1. L’institution de l’Autonomie exprime de manière canonique le statut d’indépendance relative ou partielle d’une partie ecclésiale précise par rapport à la juridiction canonique de l’Église autocéphale à laquelle elle a sa référence canonique.

a. Au cours de l’application de cette institution dans la praxis ecclésiale, des degrés de dépendance ont été formés concernant les relations de l’Église autonome avec l’Église autocéphale à laquelle elle a sa référence.
b. L’élection du Primat de l’Église autonome est approuvée ou opérée par l’organe ecclésiastique compétent de l’Église autocéphale dont le Primat est commémoré par le Primat de l’Église autonome et auquel ce dernier a sa référence canonique.
c. Dans le fonctionnement de l’institution de l’autonomie il existe divers schémas d’application dans la praxis ecclésiale qui sont déterminés par l’étendue de dépendance de l’Église autonome vis-à-vis de l’Église autocéphale.
d. Dans certains schémas, le degré de dépendance de l’Église autonome se manifeste aussi par la participation de son Primat au Synode de l’Église autocéphale.

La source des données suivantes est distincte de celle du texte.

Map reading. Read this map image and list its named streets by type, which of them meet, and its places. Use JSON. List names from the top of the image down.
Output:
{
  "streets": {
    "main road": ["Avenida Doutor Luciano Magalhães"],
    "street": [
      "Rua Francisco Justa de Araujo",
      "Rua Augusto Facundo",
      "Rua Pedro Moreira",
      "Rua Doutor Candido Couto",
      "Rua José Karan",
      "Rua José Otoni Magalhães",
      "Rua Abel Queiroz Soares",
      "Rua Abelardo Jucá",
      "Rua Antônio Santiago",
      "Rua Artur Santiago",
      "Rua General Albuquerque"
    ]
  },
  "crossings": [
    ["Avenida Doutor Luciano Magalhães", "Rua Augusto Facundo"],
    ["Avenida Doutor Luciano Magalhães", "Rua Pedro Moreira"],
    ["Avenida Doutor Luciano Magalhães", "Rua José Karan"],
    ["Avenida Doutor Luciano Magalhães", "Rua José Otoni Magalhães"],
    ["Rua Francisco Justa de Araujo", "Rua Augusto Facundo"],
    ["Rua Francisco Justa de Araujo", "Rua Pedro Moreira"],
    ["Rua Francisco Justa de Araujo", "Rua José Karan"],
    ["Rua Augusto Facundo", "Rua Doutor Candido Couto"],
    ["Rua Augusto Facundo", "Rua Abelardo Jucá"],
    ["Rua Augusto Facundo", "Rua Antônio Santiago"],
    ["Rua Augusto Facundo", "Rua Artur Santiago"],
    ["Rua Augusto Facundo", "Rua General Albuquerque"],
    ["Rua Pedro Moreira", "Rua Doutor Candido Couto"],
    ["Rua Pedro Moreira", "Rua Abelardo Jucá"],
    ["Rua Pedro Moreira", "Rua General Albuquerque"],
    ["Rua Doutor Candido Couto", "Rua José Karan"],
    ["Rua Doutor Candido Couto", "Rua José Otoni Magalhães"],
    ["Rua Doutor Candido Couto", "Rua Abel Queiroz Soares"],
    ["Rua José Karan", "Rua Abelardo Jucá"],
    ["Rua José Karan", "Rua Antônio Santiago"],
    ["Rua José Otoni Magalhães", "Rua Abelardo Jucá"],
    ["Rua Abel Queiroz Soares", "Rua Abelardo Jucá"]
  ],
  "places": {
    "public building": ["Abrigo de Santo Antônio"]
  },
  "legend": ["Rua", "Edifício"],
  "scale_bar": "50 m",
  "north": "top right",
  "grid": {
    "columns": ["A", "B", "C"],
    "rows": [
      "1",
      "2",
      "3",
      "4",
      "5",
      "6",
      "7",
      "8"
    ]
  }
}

2. La compétence canonique pour engager et achever la procédure d’octroi de l’autonomie à une partie de sa juridiction canonique appartient à l’Église autocéphale à laquelle l’Église proclamée autonome a sa référence. Ainsi:

a. L’Église locale demandant son autonomie, si elle remplit les conditions requises ecclésiales, canoniques et pastorales, soumet la demande dans ce sens à l’Église autocéphale à laquelle elle a sa référence, expliquant les motifs graves dictant la soumission de sa demande.
b. L’Église autocéphale, à la réception de la demande, évalue en Synode les conditions préalables et les motifs de soumission de la demande et elle décide d’octroyer ou non l’autonomie. En cas de décision positive, elle promulgue le Tome relatif qui fixe les limites géographiques et les relations de l’Église autonome avec l’Église autocéphale à laquelle elle a sa référence, conformément aux critères établis de la tradition ecclésiale.
c. Le Primat de l’Église autocéphale communique au Patriarcat oecuménique et aux autres Églises orthodoxes autocéphales la proclamation de l’Église autonome.
d. L’Église autonome s’exprime par le truchement de l’Église autocéphale dont elle a reçu l’autonomie dans ses relations interorthodoxes, interchrétiennes et interreligieuses.
e. Chaque Église autocéphale ne peut octroyer le statut d’autonomie que dans les limites de sa circonscription territoriale canonique. Dans le domaine de la Diaspora orthodoxe, des Églises autonomes ne sont créées qu’après consensus panorthodoxe, obtenu par le Patriarcat oecuménique selon la pratique panorthodoxe en vigueur.
f. Dans des cas d’octroi du statut d’autonomie à la même circonscription géographique ecclésiale par deux Églises autocéphales, engendrant dès lors une contestation de l’autonomie de part et d’autre, les parties impliquées s’adressent conjointement ou séparément au Patriarche oecuménique afin que celui-ci trouve la solution canonique à la question selon la pratique panorthodoxe en vigueur.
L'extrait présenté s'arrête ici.